NRL athletes play more than 20 regular season matches during their six-month season, with 5-10 days between matches.

Original study

Eggers, T., Cross, R., Norris, D., Wilmot, L., & Lovell, R. (2022). Impact of Microcycle Structures on Physical and Technical Outcomes During Professional Rugby League Training and Matches. International Journal of Sports Physiology and Performance1(aop), 1-6.

Click here for abstract

Objective

With professional sporting competitions looking to eke out as much value from sporting teams as possible by having them play long seasons or twice-weekly matches, the ability to plan microcycles from match to match is more important than ever. One example is the Australian National Rugby League competition (NRL), where 24 regular season matches are played over six months, with 5-10 days between matches.

As always, there is more than one way to skin a cat with some teams preferring to rest matchday (MD) +2 and start training MD +3 while others prefer to start training on MD +2.

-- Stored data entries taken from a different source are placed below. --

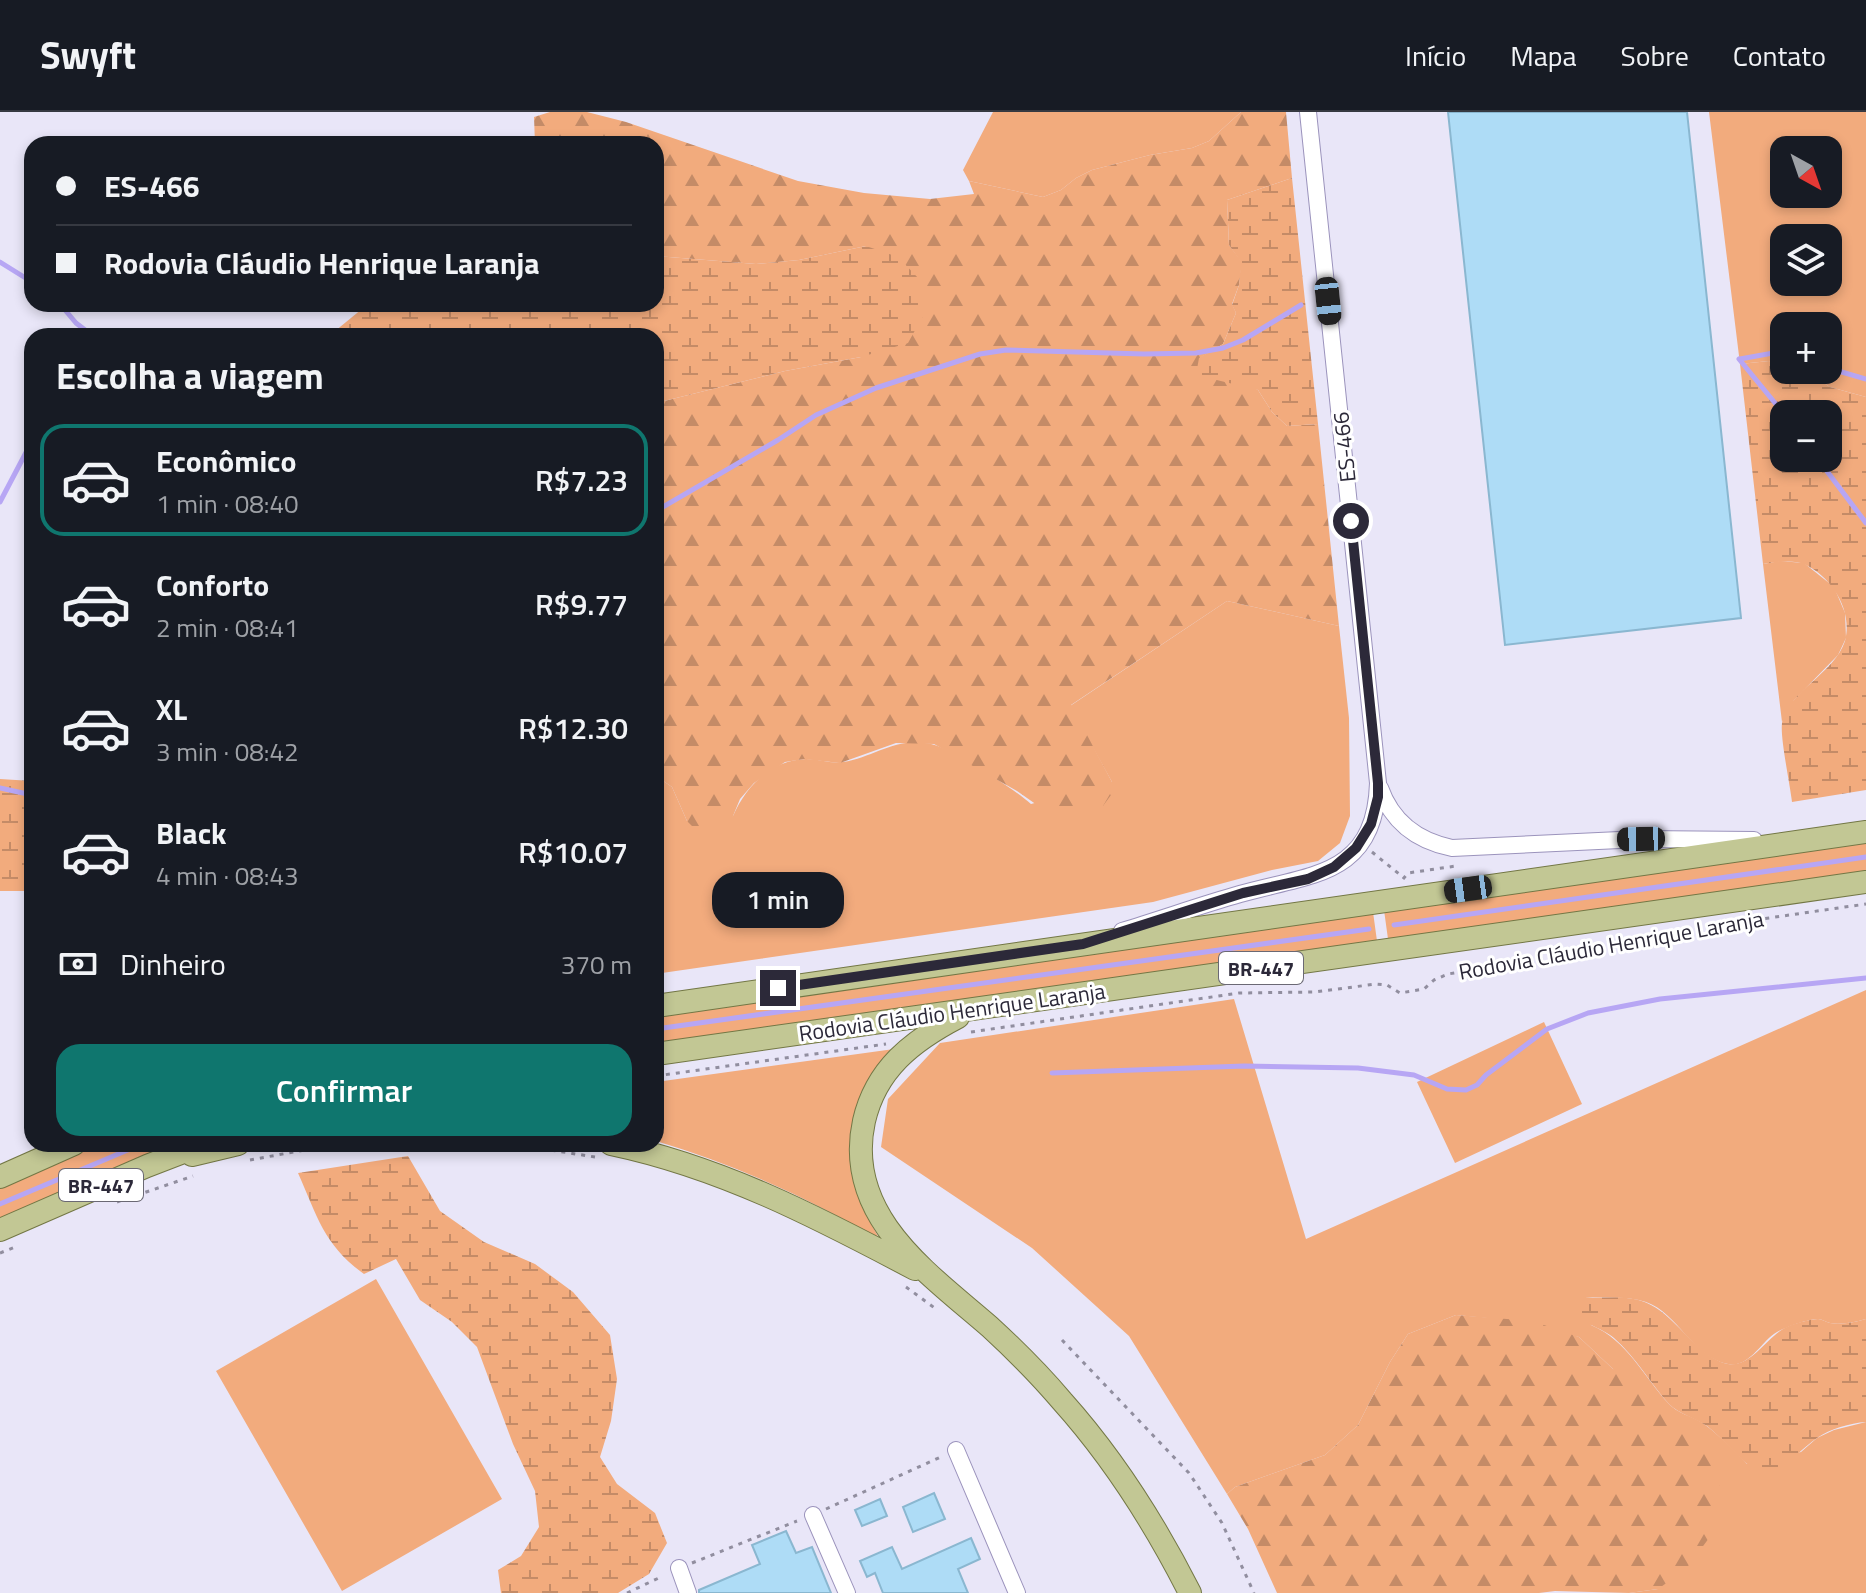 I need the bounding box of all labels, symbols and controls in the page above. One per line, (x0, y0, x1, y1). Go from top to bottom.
text: Swyft (40, 26, 136, 84)
text: Início (1405, 34, 1466, 77)
text: Mapa (1510, 34, 1577, 77)
text: Sobre (1621, 34, 1689, 77)
text: Contato (1733, 34, 1826, 77)
north arrow (1770, 136, 1842, 208)
map controls (1770, 136, 1842, 472)
text: ES-466 (104, 163, 200, 209)
button: layers (1770, 224, 1842, 296)
text: Rodovia Cláudio Henrique Laranja (104, 240, 540, 286)
car (1314, 276, 1342, 326)
button: + (1770, 312, 1842, 384)
text: Escolha a viagem (56, 348, 324, 403)
button: − (1770, 400, 1842, 472)
street label: ES-466 (1323, 410, 1365, 484)
text: Econômico (156, 438, 296, 484)
icon: car (60, 444, 132, 516)
text: R$7.23 (535, 457, 628, 503)
text: 1 min · 08:40 (156, 484, 299, 523)
route start (1333, 503, 1369, 539)
text: Conforto (156, 562, 269, 608)
icon: car (60, 568, 132, 640)
text: R$9.77 (535, 581, 628, 627)
text: 2 min · 08:41 (156, 608, 299, 647)
text: XL (156, 686, 187, 732)
icon: car (60, 692, 132, 764)
text: R$12.30 (518, 705, 628, 751)
text: 3 min · 08:42 (156, 732, 299, 771)
text: Black (156, 810, 227, 856)
icon: car (60, 816, 132, 888)
car (1617, 827, 1665, 851)
text: R$10.07 (518, 829, 628, 875)
text: 4 min · 08:43 (156, 856, 299, 895)
callout: 1 min (712, 872, 844, 928)
car (1443, 874, 1493, 904)
text: 1 min (747, 880, 809, 919)
street label: Rodovia Cláudio Henrique Laranja (1456, 901, 1766, 989)
text: Dinheiro (120, 941, 226, 987)
icon: cash (56, 942, 100, 986)
text: 370 m (561, 945, 632, 984)
road number: BR-447 (1219, 952, 1303, 984)
route end (760, 970, 796, 1006)
street label: Rodovia Cláudio Henrique Laranja (797, 974, 1107, 1050)
button: Confirmar (56, 1044, 632, 1136)
road number: BR-447 (59, 1169, 143, 1201)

Currently, no research has examined the impact of these different microcycle structures on technical match performance and physical load during field sessions. Therefore, this study aimed to identify how different microcycle structures affected on-field physical training load and physical and technical performance during matches.

What They Did

Thirty-four professional rugby league athletes (age = 26 ± 4 yr) from the NRL were followed for the 26 week in-season.

For the first half of the season, the first skills session of the week was performed on MD +2 with the main field session on MD -3. This was labelled the early microcycle (MCearly). For the second half of the season, the first skills session was performed on MD +3, allowing for an extra day of recovery. The main field session was performed on MD -2. This was labelled the delay microcycle (MCdelay).

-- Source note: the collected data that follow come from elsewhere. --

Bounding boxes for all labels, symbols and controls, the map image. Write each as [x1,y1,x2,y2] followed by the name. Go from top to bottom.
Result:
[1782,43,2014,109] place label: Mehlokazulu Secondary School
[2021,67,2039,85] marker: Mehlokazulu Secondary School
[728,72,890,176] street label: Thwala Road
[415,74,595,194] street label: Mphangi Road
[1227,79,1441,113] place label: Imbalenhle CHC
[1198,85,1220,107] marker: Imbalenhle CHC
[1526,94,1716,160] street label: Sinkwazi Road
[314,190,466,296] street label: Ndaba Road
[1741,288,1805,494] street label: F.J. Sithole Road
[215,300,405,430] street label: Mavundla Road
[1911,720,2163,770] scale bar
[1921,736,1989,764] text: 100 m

Physical output was measured using Catapult GPS during training and matches. Playerload per minute (PL.min-1), Playerload below 2 m.s-1 per minute (PLslow.min-1), metres per minute (m.min-1), high speed running >4.0 m.s per minute (HSR.min-1), and high-speed running >5.5 m.s per minute (Sprint.min-1) were the variables assessed.

For technical statistics, metres gained and frequency of runs with the ball, tackles missed, and tackles made were analysed from match footage.

What They Found

  • All physical measures during the first skills session increased in MCdelay compared to MCearly. Physical output was maintained during the main field session on MD -2 even with the increased physical output in the previous day’s skills session. 
  • No difference in technical match performance was seen between microcycle structures.
  • Interestingly, HSR.min-1 increased while PLslow.min-1 decreased in matches during MCdelay compared to MCearly.
  • Practical Takeaways

  • The 7-day microcycle is a hotly debated topic with many options. I’ll list them below:
  • Option 1
    MD +2 (Easy skills day)
    MD +3 (Volume/contact technical session)
    MD -3 (Off)
    MD -2 (Fast technical session) 
    MD -1 (Potentiation session)
    Option 2
    MD +2 (Easy skills day)
    MD +3 (Off)
    MD -3 (Hard technical session)
    MD -2 (Off) 
    MD -1 (Potentiation session)
    Option 3
    MD +2 (Off)
    MD +3 (Easy technical session)
    MD -3 (Hard technical session)
    MD -2 (Off) 
    MD -1 (Potentiation session)
    Option 4
    MD +2 (Easy technical session)
    MD +3 (Volume/contact technical session)
    MD -3 (Fast technical session)
    MD -2 (Off) 
    MD -1 (Potentiation session)
    Option 5
    MD +2 (Off)
    MD +3 (Technical Skills)
    MD -3 (Off)
    MD -2 (Main Fast Session) 
    MD -1 (Potentiation session)

  • Overall, it seems removing an extra training day during the in-season from typical microcycle structures allows for better recovery, by improving physical outputs during training without impacting competition performance.
  • Within collision sports, physical recovery takes much longer than non-contact sports due to the increased muscle damage and therefore, the extra day may be warranted.
  • If using MD +2 as a training session, this is best used as an easy gym session (bodybuilding/prehab style) with technical light skills such as individual and team skills based on the previous match. For example, if a team struggled with defending a particular attacking shape, the session can be dedicated to fixing this issue before going full speed or contact the following day.
  • James de Lacey’s Comments

    “Delaying the start of a microcycle raises the question of what you do with the extra day off. It could be a knee-jerk reaction to have to do something such as bringing the players into the facility for ‘recovery’ and wellness. I think complete rest at home is a better option so they can spend time away.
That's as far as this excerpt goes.